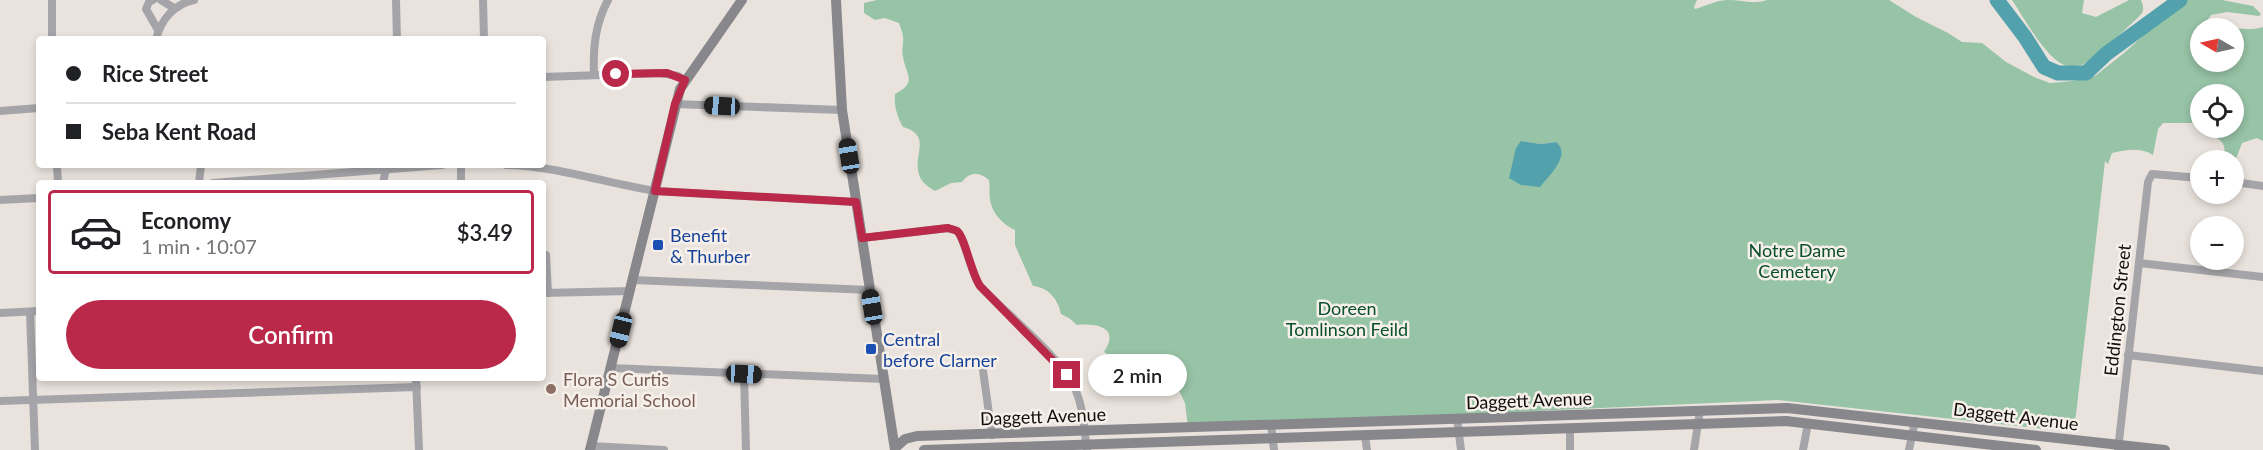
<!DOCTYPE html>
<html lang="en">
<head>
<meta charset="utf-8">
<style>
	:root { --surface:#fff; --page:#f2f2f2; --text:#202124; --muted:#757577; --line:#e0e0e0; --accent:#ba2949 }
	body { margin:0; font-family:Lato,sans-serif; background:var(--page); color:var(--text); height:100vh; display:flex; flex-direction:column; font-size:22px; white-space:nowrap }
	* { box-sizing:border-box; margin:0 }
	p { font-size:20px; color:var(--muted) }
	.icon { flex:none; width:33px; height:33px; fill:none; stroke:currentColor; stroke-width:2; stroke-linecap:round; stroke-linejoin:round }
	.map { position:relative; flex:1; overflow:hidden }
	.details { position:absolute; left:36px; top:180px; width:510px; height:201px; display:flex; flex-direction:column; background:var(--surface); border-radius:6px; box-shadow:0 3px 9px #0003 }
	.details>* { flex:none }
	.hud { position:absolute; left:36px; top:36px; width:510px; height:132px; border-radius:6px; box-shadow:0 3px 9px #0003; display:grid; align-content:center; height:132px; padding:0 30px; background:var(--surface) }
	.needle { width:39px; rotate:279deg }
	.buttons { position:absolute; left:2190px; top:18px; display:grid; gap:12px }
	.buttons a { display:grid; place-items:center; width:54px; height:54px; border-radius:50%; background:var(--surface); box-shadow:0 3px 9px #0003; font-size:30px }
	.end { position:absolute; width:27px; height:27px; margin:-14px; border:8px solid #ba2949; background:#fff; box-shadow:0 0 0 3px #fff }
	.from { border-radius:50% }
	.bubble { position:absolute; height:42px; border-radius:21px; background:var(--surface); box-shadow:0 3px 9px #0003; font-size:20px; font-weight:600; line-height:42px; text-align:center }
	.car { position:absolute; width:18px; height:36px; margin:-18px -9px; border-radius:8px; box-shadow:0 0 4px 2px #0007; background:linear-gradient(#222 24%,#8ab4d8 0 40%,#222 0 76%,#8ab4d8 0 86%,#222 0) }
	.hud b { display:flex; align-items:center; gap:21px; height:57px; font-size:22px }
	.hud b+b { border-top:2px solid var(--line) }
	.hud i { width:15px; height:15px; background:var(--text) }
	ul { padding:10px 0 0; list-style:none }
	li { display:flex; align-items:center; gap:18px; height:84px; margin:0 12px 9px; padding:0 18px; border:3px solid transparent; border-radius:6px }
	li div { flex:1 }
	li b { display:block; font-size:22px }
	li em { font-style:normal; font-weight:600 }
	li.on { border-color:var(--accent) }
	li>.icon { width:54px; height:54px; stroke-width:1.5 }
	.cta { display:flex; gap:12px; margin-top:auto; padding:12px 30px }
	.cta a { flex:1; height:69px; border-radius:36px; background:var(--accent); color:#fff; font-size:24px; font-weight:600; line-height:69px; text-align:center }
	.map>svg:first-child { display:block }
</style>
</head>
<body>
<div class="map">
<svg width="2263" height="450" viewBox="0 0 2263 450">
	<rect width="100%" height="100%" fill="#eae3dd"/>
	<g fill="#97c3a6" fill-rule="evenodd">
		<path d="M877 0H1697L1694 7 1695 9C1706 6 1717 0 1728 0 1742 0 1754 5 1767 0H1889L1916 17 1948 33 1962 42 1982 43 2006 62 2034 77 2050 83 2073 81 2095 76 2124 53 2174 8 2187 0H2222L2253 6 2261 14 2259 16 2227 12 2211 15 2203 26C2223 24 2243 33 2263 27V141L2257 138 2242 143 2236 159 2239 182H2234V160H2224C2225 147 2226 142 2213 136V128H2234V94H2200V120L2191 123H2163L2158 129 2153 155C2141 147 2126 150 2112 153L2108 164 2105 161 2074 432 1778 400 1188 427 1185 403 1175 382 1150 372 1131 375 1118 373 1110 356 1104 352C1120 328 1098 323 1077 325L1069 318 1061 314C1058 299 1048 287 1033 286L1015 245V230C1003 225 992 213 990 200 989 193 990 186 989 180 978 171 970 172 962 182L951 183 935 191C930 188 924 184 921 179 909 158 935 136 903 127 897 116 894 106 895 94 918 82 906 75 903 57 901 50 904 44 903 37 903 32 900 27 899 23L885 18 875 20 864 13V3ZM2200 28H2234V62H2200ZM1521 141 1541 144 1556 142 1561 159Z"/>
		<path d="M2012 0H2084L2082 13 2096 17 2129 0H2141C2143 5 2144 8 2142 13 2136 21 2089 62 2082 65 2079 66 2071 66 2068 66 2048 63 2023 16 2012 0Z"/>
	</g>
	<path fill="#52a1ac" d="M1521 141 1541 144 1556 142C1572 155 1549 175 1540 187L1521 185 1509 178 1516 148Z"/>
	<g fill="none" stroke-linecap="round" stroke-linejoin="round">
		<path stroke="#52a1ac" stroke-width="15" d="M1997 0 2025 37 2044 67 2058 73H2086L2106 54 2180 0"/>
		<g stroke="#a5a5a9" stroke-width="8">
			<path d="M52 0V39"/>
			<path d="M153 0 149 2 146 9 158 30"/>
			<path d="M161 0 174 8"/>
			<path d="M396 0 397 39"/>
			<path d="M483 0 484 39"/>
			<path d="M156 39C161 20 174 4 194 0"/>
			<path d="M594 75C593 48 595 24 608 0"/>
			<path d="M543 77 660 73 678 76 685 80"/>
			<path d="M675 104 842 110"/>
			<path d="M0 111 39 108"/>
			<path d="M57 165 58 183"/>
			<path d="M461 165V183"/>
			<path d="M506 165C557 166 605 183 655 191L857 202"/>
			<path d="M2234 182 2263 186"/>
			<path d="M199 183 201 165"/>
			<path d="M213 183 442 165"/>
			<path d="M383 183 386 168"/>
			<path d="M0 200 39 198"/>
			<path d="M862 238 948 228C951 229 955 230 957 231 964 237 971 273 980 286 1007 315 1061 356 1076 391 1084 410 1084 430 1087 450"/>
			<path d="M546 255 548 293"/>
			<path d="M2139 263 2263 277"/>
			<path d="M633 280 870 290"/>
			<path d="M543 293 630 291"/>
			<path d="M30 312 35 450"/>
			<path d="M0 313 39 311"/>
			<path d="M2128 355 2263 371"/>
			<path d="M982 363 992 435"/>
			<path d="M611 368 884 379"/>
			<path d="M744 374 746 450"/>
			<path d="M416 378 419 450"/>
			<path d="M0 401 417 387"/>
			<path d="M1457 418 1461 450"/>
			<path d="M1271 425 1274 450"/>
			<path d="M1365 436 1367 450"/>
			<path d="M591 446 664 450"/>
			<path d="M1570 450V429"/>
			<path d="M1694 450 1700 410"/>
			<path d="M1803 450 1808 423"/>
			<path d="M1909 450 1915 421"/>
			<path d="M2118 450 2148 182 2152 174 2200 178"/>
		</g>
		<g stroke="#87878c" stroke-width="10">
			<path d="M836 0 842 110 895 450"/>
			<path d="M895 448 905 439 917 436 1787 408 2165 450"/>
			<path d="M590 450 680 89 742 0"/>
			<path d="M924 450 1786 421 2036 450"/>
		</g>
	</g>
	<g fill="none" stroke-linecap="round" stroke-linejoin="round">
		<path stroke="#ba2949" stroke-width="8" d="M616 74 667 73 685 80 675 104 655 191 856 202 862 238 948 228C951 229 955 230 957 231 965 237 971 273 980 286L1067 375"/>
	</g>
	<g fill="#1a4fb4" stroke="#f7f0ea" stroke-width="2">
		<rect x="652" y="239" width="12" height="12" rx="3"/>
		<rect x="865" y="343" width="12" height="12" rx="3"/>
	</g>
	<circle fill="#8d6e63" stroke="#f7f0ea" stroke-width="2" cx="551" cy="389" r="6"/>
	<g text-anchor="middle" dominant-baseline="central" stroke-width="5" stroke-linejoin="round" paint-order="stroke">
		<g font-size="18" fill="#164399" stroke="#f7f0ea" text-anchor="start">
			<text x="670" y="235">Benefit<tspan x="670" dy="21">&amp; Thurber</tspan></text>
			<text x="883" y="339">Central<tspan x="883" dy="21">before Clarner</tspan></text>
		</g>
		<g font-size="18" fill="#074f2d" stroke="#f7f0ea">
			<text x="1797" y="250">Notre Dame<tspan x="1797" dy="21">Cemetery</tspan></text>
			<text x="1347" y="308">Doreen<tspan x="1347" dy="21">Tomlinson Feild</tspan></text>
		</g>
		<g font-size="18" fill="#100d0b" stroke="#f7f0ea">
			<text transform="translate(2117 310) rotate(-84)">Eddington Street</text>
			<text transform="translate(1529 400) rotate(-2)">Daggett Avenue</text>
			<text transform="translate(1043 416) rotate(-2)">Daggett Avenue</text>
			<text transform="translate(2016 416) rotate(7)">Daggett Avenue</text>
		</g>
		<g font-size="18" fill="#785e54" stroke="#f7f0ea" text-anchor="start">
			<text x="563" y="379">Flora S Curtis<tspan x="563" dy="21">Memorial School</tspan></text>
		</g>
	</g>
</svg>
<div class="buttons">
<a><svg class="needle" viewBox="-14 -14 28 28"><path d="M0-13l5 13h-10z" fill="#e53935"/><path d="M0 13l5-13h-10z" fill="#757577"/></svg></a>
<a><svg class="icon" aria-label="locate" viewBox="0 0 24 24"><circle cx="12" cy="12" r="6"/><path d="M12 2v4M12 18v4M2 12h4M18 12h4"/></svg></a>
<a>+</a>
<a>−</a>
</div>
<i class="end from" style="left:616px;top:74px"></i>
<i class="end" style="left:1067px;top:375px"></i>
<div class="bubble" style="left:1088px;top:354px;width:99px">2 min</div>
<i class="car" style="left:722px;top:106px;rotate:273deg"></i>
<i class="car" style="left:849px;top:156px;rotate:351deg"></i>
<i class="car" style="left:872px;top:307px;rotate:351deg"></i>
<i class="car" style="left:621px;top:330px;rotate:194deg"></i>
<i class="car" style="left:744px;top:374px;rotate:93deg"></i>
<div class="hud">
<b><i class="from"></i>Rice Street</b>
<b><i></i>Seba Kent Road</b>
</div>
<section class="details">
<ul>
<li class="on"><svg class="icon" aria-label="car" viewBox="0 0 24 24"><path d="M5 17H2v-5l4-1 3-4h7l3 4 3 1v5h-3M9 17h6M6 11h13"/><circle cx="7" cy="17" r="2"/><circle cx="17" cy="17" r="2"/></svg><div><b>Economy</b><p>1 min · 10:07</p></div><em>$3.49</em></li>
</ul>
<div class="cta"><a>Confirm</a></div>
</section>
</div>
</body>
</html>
++++
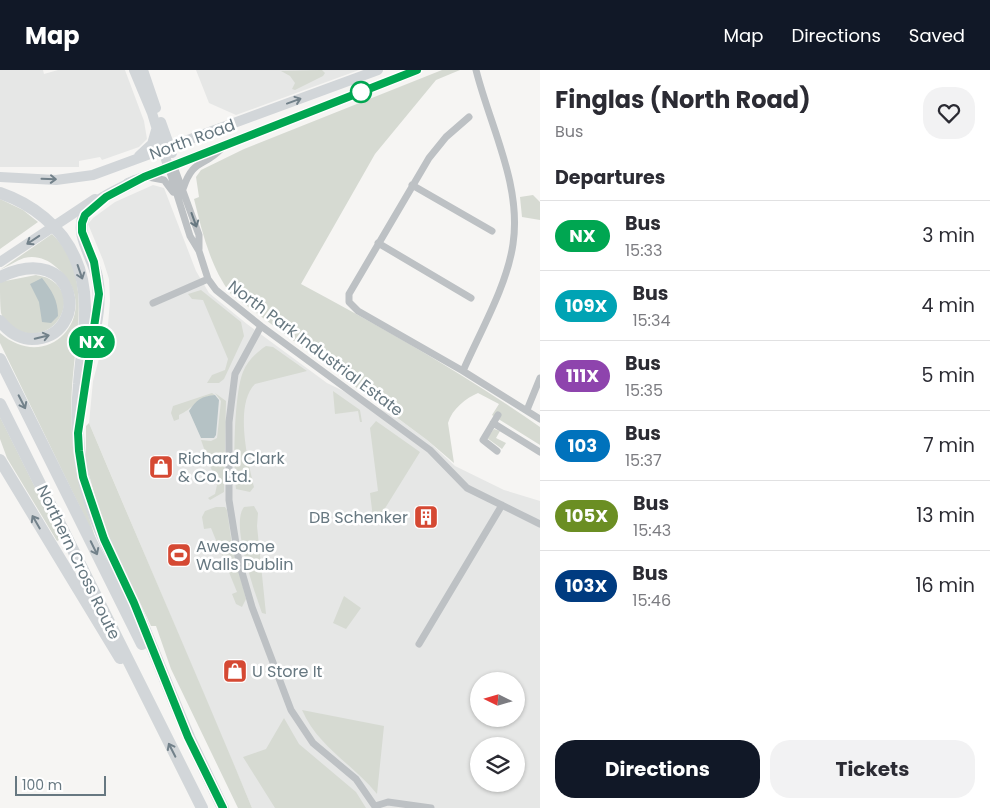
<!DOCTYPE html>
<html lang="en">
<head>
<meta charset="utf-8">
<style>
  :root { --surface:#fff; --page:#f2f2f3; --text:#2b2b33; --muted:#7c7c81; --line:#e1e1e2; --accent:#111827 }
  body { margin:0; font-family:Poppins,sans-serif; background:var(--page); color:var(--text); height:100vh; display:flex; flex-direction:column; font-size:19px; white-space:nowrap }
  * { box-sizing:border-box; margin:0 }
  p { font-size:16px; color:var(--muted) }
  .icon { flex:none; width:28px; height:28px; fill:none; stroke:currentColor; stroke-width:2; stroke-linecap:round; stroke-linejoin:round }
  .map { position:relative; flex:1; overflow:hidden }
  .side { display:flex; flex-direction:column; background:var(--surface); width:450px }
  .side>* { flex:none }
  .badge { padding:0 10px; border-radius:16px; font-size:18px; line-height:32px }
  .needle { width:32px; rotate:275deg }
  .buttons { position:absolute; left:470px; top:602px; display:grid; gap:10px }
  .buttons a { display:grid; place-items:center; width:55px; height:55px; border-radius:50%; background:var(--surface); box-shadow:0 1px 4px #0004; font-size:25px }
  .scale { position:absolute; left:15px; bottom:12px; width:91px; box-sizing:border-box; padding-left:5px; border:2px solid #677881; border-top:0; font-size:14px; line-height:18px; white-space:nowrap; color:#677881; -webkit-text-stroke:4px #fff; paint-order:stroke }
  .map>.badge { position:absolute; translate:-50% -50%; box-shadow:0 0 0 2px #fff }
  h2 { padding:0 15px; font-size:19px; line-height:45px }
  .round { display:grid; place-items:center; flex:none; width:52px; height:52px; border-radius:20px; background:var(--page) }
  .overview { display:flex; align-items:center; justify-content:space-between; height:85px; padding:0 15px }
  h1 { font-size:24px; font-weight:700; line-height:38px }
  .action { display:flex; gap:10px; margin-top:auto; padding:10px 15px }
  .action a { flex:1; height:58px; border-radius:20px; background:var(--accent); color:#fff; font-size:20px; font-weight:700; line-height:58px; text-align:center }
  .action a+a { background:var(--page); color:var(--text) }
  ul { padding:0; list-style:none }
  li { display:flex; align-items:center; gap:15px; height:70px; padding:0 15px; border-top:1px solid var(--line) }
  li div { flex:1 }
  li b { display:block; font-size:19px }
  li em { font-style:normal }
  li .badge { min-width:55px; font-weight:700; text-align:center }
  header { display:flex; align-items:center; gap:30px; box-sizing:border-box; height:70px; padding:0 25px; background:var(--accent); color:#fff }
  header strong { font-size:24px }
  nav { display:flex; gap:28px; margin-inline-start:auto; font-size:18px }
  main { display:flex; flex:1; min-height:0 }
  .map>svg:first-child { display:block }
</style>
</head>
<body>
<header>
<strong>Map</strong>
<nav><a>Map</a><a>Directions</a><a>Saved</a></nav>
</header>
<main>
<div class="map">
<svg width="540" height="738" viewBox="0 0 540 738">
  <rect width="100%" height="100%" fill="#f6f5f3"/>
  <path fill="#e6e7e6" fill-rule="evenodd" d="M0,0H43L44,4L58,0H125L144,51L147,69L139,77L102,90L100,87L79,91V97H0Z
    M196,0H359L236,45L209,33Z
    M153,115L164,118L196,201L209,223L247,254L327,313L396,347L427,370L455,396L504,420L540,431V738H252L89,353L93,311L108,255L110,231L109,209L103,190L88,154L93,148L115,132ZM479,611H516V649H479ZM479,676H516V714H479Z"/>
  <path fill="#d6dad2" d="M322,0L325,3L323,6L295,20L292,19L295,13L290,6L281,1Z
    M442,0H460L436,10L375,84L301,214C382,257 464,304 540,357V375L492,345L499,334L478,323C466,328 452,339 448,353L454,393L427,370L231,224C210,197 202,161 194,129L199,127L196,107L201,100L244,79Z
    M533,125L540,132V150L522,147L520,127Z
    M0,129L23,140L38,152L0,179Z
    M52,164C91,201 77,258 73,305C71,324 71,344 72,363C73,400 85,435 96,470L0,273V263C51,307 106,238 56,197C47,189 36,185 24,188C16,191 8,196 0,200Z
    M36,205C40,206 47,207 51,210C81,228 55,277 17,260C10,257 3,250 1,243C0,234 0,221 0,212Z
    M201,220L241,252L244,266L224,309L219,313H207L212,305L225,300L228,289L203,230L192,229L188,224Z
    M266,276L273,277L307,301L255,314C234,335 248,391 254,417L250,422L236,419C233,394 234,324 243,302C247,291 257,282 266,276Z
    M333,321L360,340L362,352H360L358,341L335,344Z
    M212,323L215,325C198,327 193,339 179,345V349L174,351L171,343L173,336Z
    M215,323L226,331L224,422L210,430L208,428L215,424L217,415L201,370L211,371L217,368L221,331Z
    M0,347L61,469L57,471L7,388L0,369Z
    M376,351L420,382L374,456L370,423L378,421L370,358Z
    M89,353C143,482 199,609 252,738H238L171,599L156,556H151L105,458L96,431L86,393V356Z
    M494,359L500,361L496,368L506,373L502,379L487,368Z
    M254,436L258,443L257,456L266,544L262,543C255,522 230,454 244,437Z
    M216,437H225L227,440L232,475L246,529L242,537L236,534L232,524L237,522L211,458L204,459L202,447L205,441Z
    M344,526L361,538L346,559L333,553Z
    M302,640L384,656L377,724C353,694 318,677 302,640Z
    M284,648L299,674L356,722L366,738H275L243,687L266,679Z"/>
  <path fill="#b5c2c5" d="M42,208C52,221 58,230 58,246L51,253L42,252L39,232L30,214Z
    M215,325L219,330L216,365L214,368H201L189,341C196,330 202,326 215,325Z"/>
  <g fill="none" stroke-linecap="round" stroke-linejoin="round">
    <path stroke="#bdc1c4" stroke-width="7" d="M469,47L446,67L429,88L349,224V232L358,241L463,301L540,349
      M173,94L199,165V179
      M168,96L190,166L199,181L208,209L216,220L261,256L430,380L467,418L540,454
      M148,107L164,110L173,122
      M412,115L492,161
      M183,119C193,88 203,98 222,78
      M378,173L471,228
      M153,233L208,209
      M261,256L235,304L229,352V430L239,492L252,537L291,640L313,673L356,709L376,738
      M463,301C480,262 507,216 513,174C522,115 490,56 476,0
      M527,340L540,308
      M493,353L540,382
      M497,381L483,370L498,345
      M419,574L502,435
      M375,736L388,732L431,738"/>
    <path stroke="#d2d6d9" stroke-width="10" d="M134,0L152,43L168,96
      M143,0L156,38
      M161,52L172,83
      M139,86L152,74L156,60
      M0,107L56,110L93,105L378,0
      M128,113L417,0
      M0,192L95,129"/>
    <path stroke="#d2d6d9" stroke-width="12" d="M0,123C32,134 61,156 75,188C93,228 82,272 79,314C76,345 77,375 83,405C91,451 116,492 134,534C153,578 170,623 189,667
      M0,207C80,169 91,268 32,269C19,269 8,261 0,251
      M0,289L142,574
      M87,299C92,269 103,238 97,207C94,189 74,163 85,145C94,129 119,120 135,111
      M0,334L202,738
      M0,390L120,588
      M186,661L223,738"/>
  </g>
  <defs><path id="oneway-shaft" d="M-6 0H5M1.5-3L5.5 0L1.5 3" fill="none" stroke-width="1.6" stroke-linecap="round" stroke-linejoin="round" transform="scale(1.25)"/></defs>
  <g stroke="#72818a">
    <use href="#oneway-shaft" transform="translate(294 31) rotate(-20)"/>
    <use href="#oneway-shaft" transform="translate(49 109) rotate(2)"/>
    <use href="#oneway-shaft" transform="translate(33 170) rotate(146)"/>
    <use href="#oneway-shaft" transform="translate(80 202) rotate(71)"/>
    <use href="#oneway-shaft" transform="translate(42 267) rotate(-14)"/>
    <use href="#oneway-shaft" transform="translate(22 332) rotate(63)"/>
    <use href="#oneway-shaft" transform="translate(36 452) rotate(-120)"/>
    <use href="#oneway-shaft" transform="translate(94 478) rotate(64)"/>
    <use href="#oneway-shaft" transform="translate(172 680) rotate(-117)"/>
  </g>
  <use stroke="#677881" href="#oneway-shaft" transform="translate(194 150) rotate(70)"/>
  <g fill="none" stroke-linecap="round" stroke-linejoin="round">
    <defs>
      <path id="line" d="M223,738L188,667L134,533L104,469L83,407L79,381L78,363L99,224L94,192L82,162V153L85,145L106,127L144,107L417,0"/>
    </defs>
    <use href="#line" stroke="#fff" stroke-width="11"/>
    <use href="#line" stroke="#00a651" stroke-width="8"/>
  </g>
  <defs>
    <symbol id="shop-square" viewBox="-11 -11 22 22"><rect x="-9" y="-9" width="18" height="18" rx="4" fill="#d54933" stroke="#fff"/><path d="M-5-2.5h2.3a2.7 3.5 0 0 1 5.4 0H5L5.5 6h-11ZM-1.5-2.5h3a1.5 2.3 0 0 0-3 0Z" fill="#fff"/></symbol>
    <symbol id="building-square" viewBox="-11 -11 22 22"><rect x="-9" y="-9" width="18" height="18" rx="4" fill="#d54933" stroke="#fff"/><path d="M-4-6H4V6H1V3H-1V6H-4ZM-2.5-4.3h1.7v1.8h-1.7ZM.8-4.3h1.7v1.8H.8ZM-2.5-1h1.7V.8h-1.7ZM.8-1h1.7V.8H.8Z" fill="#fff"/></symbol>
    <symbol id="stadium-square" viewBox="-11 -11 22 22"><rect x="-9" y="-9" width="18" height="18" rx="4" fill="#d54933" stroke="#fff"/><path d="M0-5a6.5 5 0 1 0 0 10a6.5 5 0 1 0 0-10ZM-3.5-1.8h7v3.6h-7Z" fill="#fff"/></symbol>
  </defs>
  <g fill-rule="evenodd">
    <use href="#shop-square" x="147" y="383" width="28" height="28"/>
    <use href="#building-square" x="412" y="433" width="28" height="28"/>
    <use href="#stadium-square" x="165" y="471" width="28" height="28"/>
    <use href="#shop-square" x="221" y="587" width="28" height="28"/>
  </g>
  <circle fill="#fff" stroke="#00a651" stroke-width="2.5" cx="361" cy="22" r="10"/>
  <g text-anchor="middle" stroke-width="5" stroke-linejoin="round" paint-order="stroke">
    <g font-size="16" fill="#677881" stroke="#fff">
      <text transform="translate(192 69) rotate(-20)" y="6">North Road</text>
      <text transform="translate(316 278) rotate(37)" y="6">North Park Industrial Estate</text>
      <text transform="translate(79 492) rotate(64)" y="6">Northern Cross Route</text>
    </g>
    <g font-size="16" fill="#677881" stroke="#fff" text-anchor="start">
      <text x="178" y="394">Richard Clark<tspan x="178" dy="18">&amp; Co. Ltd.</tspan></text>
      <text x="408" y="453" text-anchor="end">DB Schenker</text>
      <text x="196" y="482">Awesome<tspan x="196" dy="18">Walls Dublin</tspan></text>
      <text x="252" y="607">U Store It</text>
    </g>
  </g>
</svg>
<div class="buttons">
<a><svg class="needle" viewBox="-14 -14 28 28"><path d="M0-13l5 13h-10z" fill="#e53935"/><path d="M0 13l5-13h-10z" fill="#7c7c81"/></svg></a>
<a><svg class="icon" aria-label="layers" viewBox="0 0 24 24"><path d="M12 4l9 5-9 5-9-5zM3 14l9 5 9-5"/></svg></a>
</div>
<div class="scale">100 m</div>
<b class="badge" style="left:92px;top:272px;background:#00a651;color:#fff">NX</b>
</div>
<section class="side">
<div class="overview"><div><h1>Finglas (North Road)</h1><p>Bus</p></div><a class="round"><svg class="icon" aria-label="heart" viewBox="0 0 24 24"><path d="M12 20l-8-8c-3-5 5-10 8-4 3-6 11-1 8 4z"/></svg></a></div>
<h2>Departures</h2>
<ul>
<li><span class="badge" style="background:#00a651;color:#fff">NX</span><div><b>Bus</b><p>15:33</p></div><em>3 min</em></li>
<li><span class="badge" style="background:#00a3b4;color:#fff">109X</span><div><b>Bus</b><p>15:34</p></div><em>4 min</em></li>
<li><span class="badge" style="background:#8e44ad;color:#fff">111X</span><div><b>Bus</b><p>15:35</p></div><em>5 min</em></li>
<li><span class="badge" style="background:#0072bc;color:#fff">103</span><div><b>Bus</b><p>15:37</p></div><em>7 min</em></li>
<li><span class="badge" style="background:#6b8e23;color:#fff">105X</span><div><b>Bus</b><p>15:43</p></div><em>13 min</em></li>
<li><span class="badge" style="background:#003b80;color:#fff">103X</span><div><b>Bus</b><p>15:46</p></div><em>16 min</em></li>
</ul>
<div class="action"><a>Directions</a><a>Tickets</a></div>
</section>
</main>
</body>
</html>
++++
Return each line from the entries above that includes "currentColor".

SOLUTION TO THIS PROBLEM ::
	.icon { flex:none; width:33px; height:33px; fill:none; stroke:currentColor; stroke-width:2; stroke-linecap:round; stroke-linejoin:round }
  .icon { flex:none; width:28px; height:28px; fill:none; stroke:currentColor; stroke-width:2; stroke-linecap:round; stroke-linejoin:round }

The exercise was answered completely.